Stored items
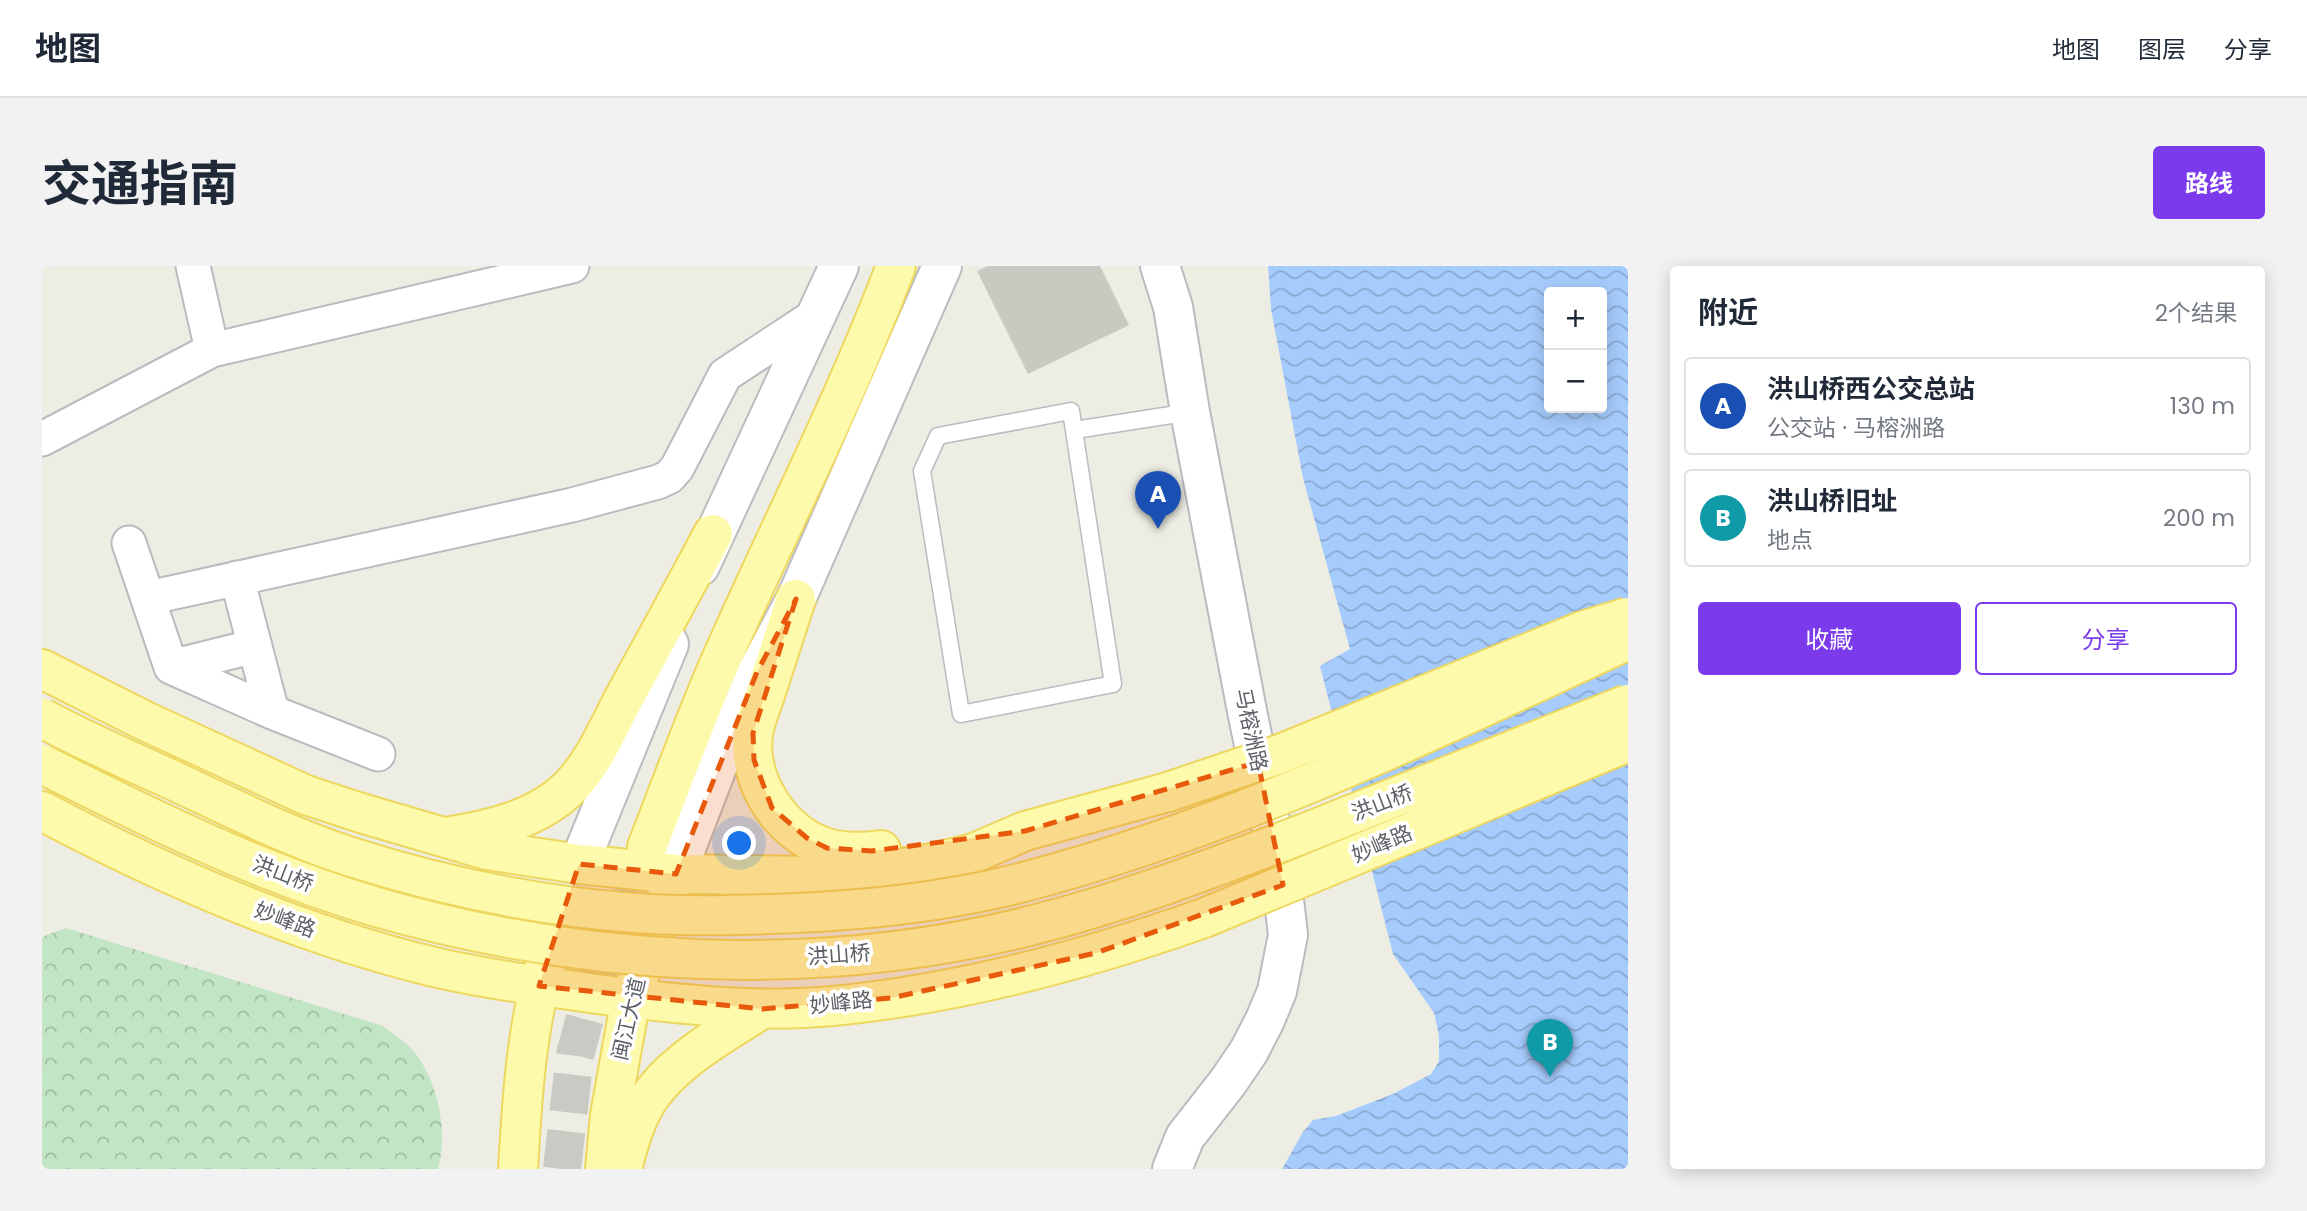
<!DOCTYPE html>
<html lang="zh">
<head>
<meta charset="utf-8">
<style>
	:root { --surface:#fff; --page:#f2f2f3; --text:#1f2937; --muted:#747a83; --line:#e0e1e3; --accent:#7c3aed }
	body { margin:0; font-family:Poppins,"Noto Sans SC",sans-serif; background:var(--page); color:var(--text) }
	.controls { position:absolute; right:21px; top:21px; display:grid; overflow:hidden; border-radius:7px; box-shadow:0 4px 18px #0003 }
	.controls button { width:63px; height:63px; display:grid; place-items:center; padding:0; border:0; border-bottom:2px solid var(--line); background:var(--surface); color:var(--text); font:35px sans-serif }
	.you { position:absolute; left:698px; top:578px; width:24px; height:24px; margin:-18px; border:5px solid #fff; border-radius:50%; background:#1a73e8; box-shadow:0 0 0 10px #1a73e833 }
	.badge { display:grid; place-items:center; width:46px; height:46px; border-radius:50%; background:var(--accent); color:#fff; font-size:23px; font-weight:700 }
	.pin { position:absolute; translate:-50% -58px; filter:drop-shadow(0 2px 4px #0008) }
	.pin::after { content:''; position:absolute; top:37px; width:24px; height:21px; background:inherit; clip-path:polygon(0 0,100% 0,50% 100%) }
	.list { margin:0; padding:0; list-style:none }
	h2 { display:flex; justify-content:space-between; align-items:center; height:91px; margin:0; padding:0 28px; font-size:30px }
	h2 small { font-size:23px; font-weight:400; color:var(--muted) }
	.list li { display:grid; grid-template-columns:46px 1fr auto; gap:21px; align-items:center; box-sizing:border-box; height:98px; margin:0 14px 14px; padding:0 14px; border:2px solid var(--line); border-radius:7px }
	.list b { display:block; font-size:26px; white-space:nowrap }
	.list p { margin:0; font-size:23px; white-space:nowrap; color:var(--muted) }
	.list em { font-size:23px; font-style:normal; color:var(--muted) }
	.actions { display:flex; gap:14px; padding:21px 28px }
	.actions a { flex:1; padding:16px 0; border:2px solid var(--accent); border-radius:7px; text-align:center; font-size:24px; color:var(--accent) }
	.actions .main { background:var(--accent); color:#fff }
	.map { position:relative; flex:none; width:1586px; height:903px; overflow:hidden; border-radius:7px }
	header { display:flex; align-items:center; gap:42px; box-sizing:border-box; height:98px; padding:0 35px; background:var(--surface); border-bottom:2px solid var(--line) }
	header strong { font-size:33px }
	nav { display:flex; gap:38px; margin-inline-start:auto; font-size:24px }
	.intro { display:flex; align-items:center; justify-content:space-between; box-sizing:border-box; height:168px; padding:0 42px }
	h1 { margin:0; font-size:49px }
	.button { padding:18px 32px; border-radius:7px; background:var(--accent); color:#fff; font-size:24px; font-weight:700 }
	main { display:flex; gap:42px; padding:0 42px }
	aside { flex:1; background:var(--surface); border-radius:7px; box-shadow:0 4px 18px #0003 }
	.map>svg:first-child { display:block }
</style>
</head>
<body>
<header>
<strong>地图</strong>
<nav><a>地图</a><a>图层</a><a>分享</a></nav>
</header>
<div class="intro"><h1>交通指南</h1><a class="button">路线</a></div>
<main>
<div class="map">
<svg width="1586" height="903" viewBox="0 0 1586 903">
	<defs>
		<pattern id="forest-crowns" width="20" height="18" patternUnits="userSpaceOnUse" patternTransform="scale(1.75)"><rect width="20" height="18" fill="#c2e5c6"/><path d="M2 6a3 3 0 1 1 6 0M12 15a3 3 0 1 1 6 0" fill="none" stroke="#a1bda4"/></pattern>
		<pattern id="water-waves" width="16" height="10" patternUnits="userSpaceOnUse" patternTransform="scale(1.75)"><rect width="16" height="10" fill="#a6ccfd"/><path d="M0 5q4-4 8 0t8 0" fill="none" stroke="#8aa9d0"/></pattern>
	</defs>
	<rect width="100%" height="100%" fill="#eeede4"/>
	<path fill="url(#forest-crowns)" d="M24 662 341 760C351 768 366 777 374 788 397 820 406 866 396 903H0V671Z"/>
	<path fill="url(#water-waves)" fill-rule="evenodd" d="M1226 0H1586V903H1240L1261 866 1271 854 1294 850 1351 828 1389 808 1397 795V769L1392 747 1351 688 1278 400 1308 383 1261 212 1229 43ZM1507 26H1560V142H1507Z"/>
	<path fill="#c9c8c1" d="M946 0H1058L1087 59 986 108 935 5Z"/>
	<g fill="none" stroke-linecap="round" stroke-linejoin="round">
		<path stroke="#cacac4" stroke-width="38" stroke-dasharray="38 19" stroke-linecap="butt" d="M520 903 533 789 590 575"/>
		<defs>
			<path id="service" d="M1029 145 1071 418 919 448 880 205 896 170Z
				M1033 164 1148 146"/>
			<path id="minor" d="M151 0 170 84
				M0 173 170 84 530 0
				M87 277 129 401 213 380
				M195 312 230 446 336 488
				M106 332 530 239 616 216 627 211 635 202 683 109 771 51
				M129 401 230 446"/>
			<path id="tertiary" d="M1118 0 1131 41 1148 146 1206 450 1239 607 1246 669 1235 725 1223 754 1207 785 1186 816 1143 871 1130 903"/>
			<path id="secondary" d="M658 300 797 0
				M537 598 627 378
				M634 608 686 473 715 406 754 333 900 0"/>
			<path id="primary" d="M754 333C744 364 734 395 724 426 720 439 713 454 711 468 705 515 739 568 785 582 801 587 822 586 839 584
				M0 403 103 455 264 529 319 547 445 584 537 598 634 608 782 610 841 605 895 596 932 587 983 565 1126 526
				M0 545C123 610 253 667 388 700 442 713 500 720 555 728 633 738 713 747 791 740 917 728 1043 694 1162 652
				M410 570C452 563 494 553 526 523 551 499 566 462 582 432 612 377 642 323 671 268
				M605 581C628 522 650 462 675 403 734 268 802 138 854 0
				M476 903C480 834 484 763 504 696
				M563 903 568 849 589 732 630 617
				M580 903C587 876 595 846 613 824 639 791 685 765 720 743"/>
		</defs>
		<use href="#service" stroke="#b9bbc0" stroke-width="19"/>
		<use href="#minor" stroke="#b9bbc0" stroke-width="37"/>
		<use href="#tertiary" stroke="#b9bbc0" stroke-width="42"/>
		<use href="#secondary" stroke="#babcc2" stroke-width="42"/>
		<use href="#primary" stroke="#eed75e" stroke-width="42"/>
		<use href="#service" stroke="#fff" stroke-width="16"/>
		<use href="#minor" stroke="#fff" stroke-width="33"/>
		<use href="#tertiary" stroke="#fff" stroke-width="38"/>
		<use href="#secondary" stroke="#fff" stroke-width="38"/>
		<use href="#primary" stroke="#fdfaab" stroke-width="38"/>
		<defs>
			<path id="primary-bridge" d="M0 452C44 476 91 496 137 517 192 543 248 571 306 590 399 620 497 640 594 647 648 651 701 649 754 647 827 644 899 636 970 619 1186 564 1385 467 1586 374
				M0 498C109 553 220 608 338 642 546 701 772 713 983 661 1081 637 1174 601 1268 565 1374 523 1480 480 1586 438
				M1126 526 1238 488 1540 365 1586 351
				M1162 652 1586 476"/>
		</defs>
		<use href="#primary-bridge" stroke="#eed75e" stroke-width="42" stroke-linecap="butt"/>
		<use href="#primary-bridge" stroke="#fdfaab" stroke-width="38"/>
	</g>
	<path fill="#e8590c" fill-opacity="0.2" stroke="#e8590c" stroke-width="5" stroke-dasharray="14 9" stroke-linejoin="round" d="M754 333 711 467 712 494 730 542 765 572 785 582 830 585 983 565 1216 496 1241 619 1054 687 849 732 720 743 497 720 537 598 634 608 715 406Z"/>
	<g text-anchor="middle" stroke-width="7" stroke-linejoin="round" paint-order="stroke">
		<g font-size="21" fill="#5c5f65" stroke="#fff">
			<text transform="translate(1209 464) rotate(78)" y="7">马榕洲路</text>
			<text transform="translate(1340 537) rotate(-21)" y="7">洪山桥</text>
			<text transform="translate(1340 578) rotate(-23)" y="7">妙峰路</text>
			<text transform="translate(241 608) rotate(21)" y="7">洪山桥</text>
			<text transform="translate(243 654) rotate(20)" y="7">妙峰路</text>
			<text transform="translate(797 689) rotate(-4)" y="7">洪山桥</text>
			<text transform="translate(799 737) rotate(-6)" y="7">妙峰路</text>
			<text transform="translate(587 753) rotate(-77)" y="7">闽江大道</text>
		</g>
	</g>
</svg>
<div class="controls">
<button>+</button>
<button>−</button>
</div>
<div class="you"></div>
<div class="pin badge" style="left:1116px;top:263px;background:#1a4fb4">A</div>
<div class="pin badge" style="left:1508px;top:811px;background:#0f9aa8">B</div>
</div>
<aside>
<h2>附近<small>2个结果</small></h2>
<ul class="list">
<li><span class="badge" style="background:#1a4fb4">A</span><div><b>洪山桥西公交总站</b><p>公交站 · 马榕洲路</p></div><em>130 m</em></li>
<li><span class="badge" style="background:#0f9aa8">B</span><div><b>洪山桥旧址</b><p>地点</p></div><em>200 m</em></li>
</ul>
<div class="actions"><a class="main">收藏</a><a>分享</a></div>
</aside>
</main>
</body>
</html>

:: Brief ::
In the records, find every line that has the string "nowrap" and copy it.

:: Expected answer ::
	.list b { display:block; font-size:26px; white-space:nowrap }
	.list p { margin:0; font-size:23px; white-space:nowrap; color:var(--muted) }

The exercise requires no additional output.